Il tema migranti, e migrazioni dall’Africa, è tutti i giorni, nella sua drammaticità e tragicità, all’ordine del giorno in Italia, soprattutto, e in Europa. Quest’ultima, secondo quanto sostiene l’Alto rappresentante per la politica estera, Federica Mogherini, ha avuto un cambio di prospettiva nei confronti dell’Africa, perché “non sarà più semplicemente un continente beneficiario di aiuti umanitari, ma un vero partner in tutti i settori: dal cambiamento climatico alla sicurezza, all’economia, all’immigrazione, oltre che, ovviamente, al sostegno umanitario”. Un cambio di prospettiva radicale, se fosse vero. Così come il Migration Compact ha avuto il merito di porre il problema dell’immigrazione in termini strategici e complessivi per la prima volta in Europa. Sabato, inoltre, a Milano ci sarà una manifestazione a favore dell’accoglienza e per un’Europa senza muri. Tutte iniziative pregevoli che, anche se semplificando un po’, possono essere tutte ridotte allo slogan, un po’ retorico, “aiutiamoli a casa loro”, cioè in Africa. Ma siamo convinti di conoscere il continente? I problemi umanitari che affliggono il continente li si conosce e se ne parla. I problemi politici, enormi, sono conosciuti ma si evita, accuratamente, di parlarne perché imbarazzerebbero non poco le cancellerie europee.
Le cifre
Solo qualche numero. Il 70 per cento della ricchezze del mondo è detenuto dal continente africano, la produzione manifatturiera equivale all’1 per cento dell’intera produzione manifatturiera del mondo. Sull’oltre miliardo di abitanti ben 621 milioni non hanno accesso alla luce elettrica. Più o meno 800 milioni di persone non hanno accesso a Internet e l’80 per cento del commercio avviene fuori dall’Africa e non, come ci si dovrebbe aspettare, tra i paesi del continente. Bene. Numeri, eloquenti. Numeri contenuti nell’ultimo rapporto del Wto.

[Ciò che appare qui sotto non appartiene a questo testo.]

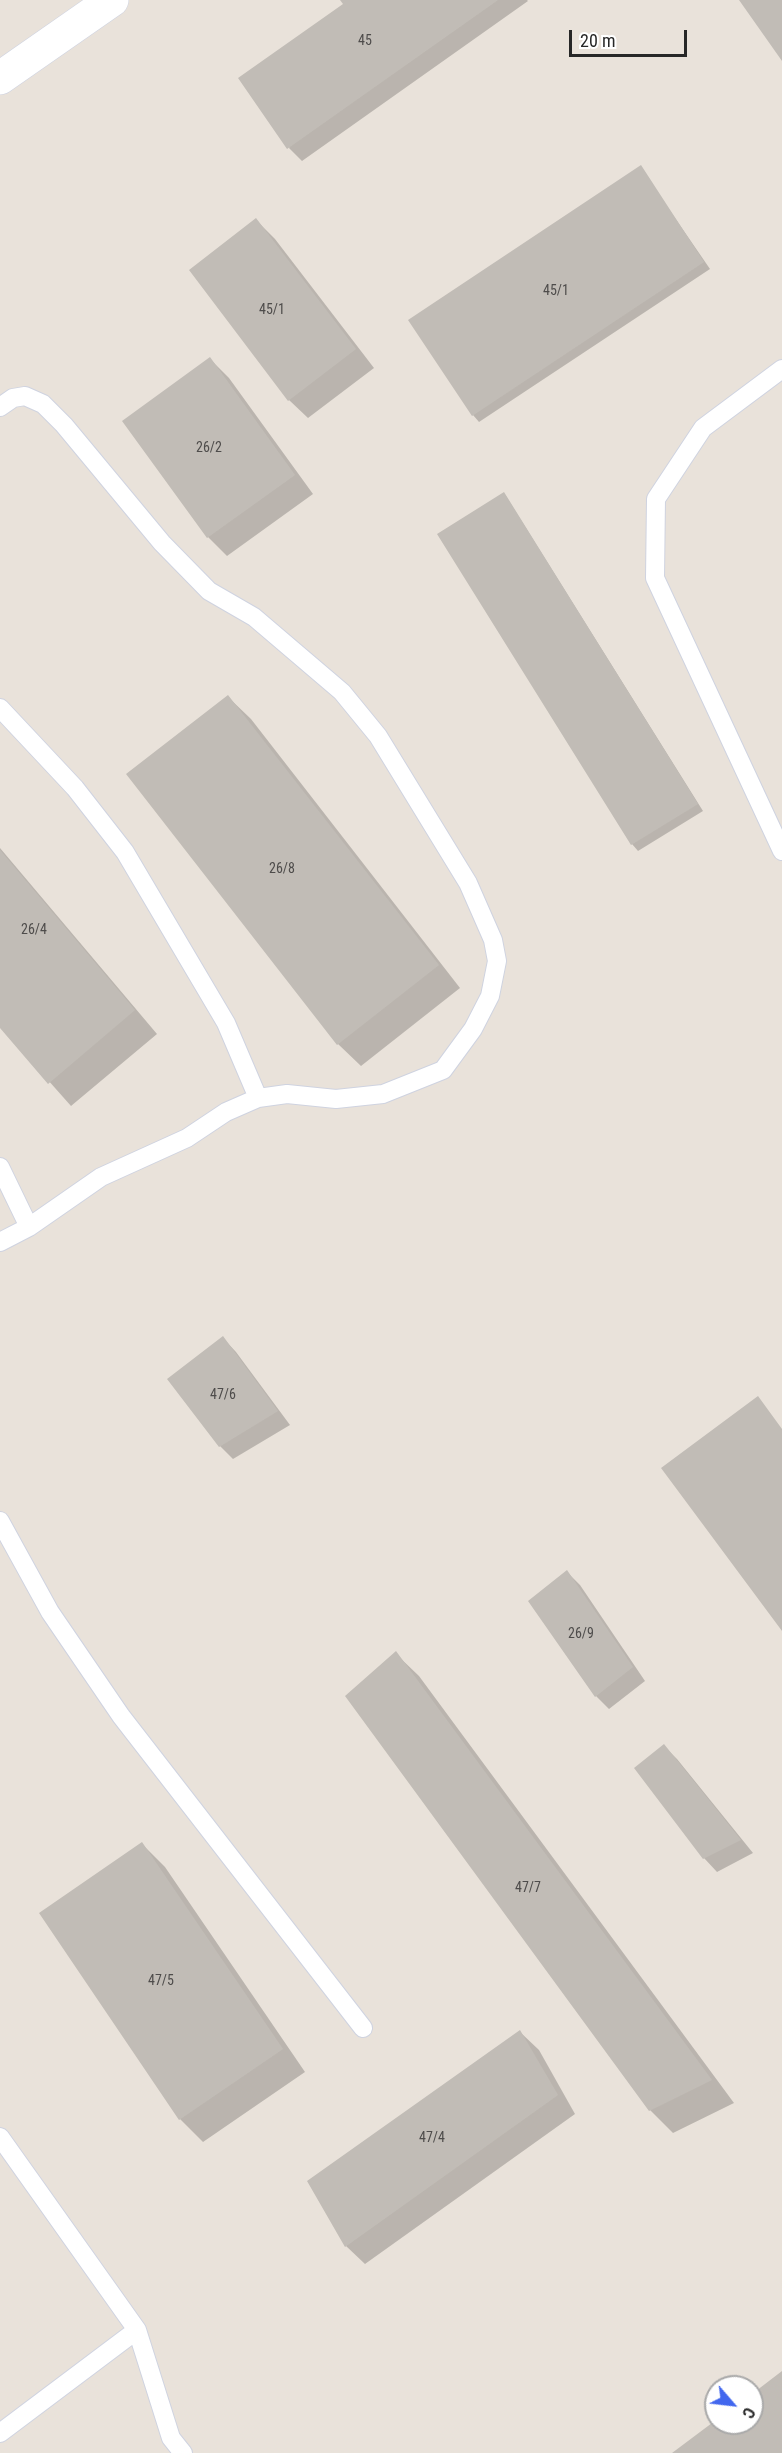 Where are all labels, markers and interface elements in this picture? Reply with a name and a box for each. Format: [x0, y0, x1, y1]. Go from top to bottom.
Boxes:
scale bar [572, 18, 690, 56]
text: 20 m [580, 30, 615, 51]
house number: 45 [358, 33, 372, 49]
house number: 45/1 [543, 283, 569, 299]
house number: 45/1 [259, 302, 285, 318]
house number: 26/2 [196, 440, 222, 456]
house number: 26/8 [269, 861, 295, 877]
house number: 26/4 [21, 922, 47, 938]
house number: 47/6 [210, 1387, 236, 1403]
house number: 26/9 [568, 1626, 594, 1642]
house number: 47/7 [515, 1880, 541, 1896]
house number: 47/5 [148, 1973, 174, 1989]
house number: 47/4 [419, 2130, 445, 2146]
north arrow [704, 2375, 764, 2435]
text: С [738, 2404, 759, 2421] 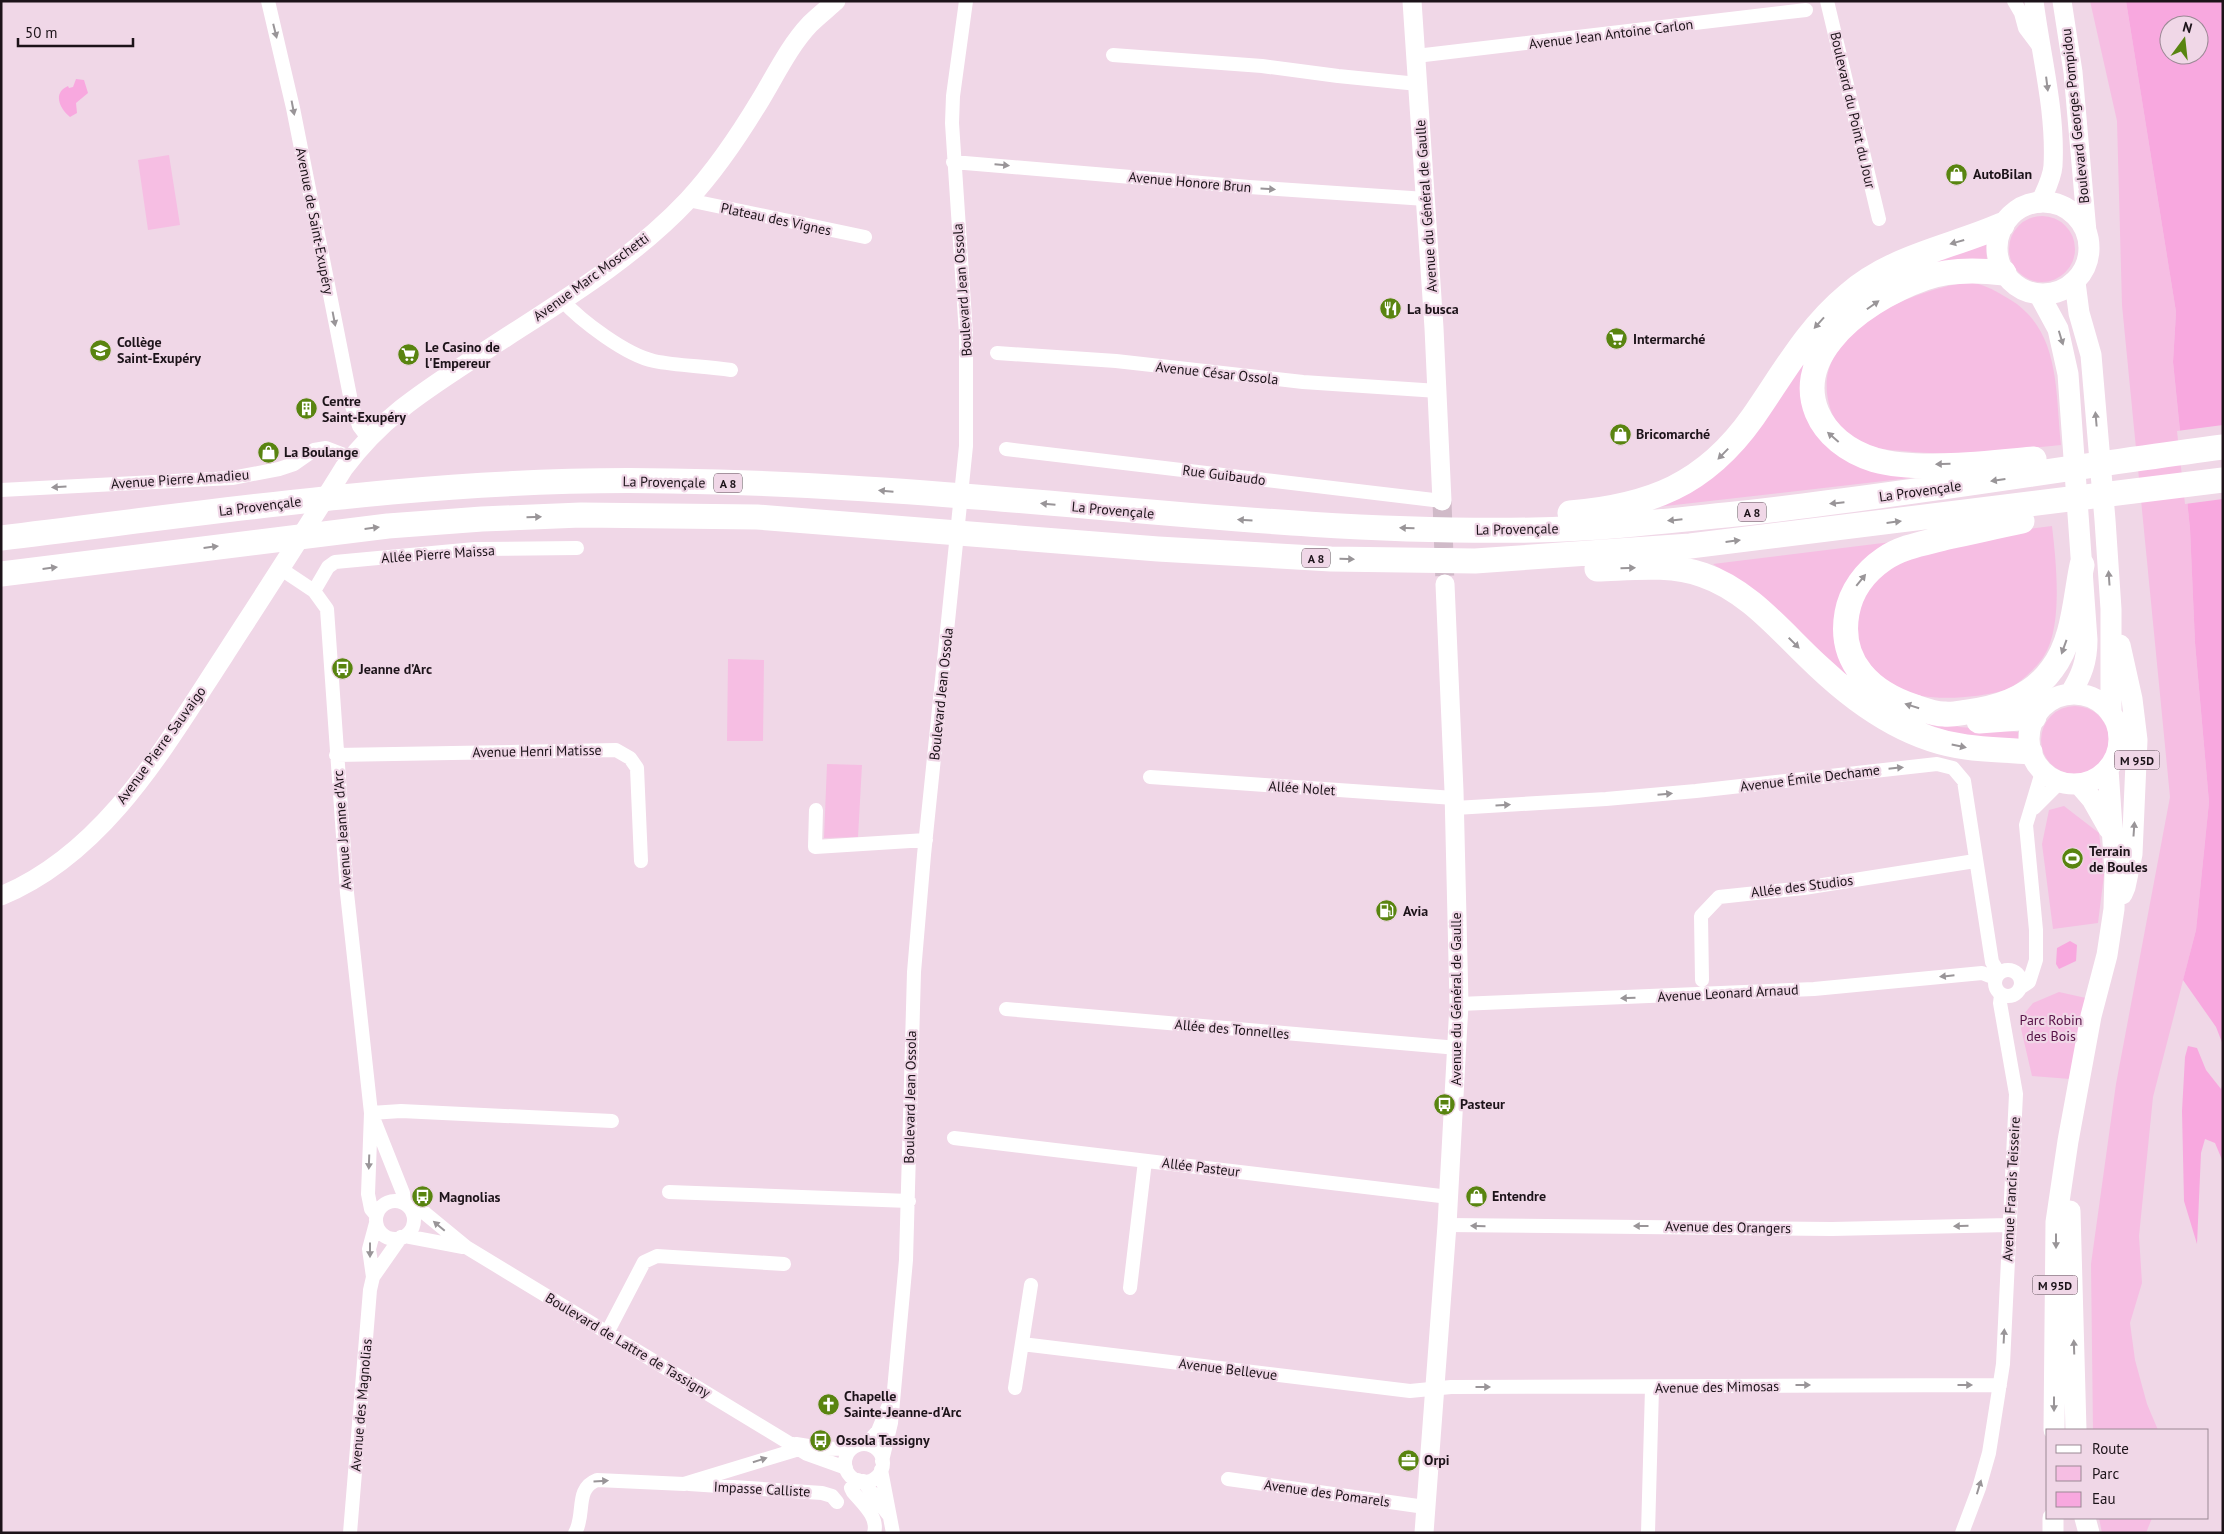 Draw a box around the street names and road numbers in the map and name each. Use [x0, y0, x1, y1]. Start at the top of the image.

Poi ci sono i problemi politici.
I presidenti più 'longevi' del mondo
Presidenti per sempre in democrazie malate di paesi da dove provengono, spesso, i migranti. L’Africa detiene il record dei presidenti più longevi del mondo. Le Costituzioni spesso non prevedono un tetto di mandato e quando lo prevedono i “dittatori” di turno le cambiano a proprio favore. Anche qui qualche esempio.
Il presidente del Ciad, Idriss Deby, è al quinto mandato consecutivo. Governa il paese dal 1990.
In Burundi il presidente Pierre Nkurunziza è al terzo mandato, fatto che ha scatenato la più grave crisi politica e umanitaria nel Paese con una spietata repressione degli oppositori.
In Uganda Yoweri Museveni, al quinto mandato, governa il paese dal 1986 e presidente degli Stati Uniti era Ronald Regan, Gorbaciov si cimentava con la perestroika.
Repubblica del Congo: Denis Sassou Nguesso guida con pugno di ferro il paese dal 1979 e nel 2015, non pago, ha modificato la costituzione così da poter svolgere un terzo mandato.
In Gabon la successione è dinastica: la famiglia Bongo. Omar Bongo, padre, ha governato il paese per 41 anni, alla sua morte gli è succeduto il figlio Ali. La dinastia Bongo è sopravvissuta a tutti i presidenti della Quinta Repubblica francese, da De Gaulle a Macron.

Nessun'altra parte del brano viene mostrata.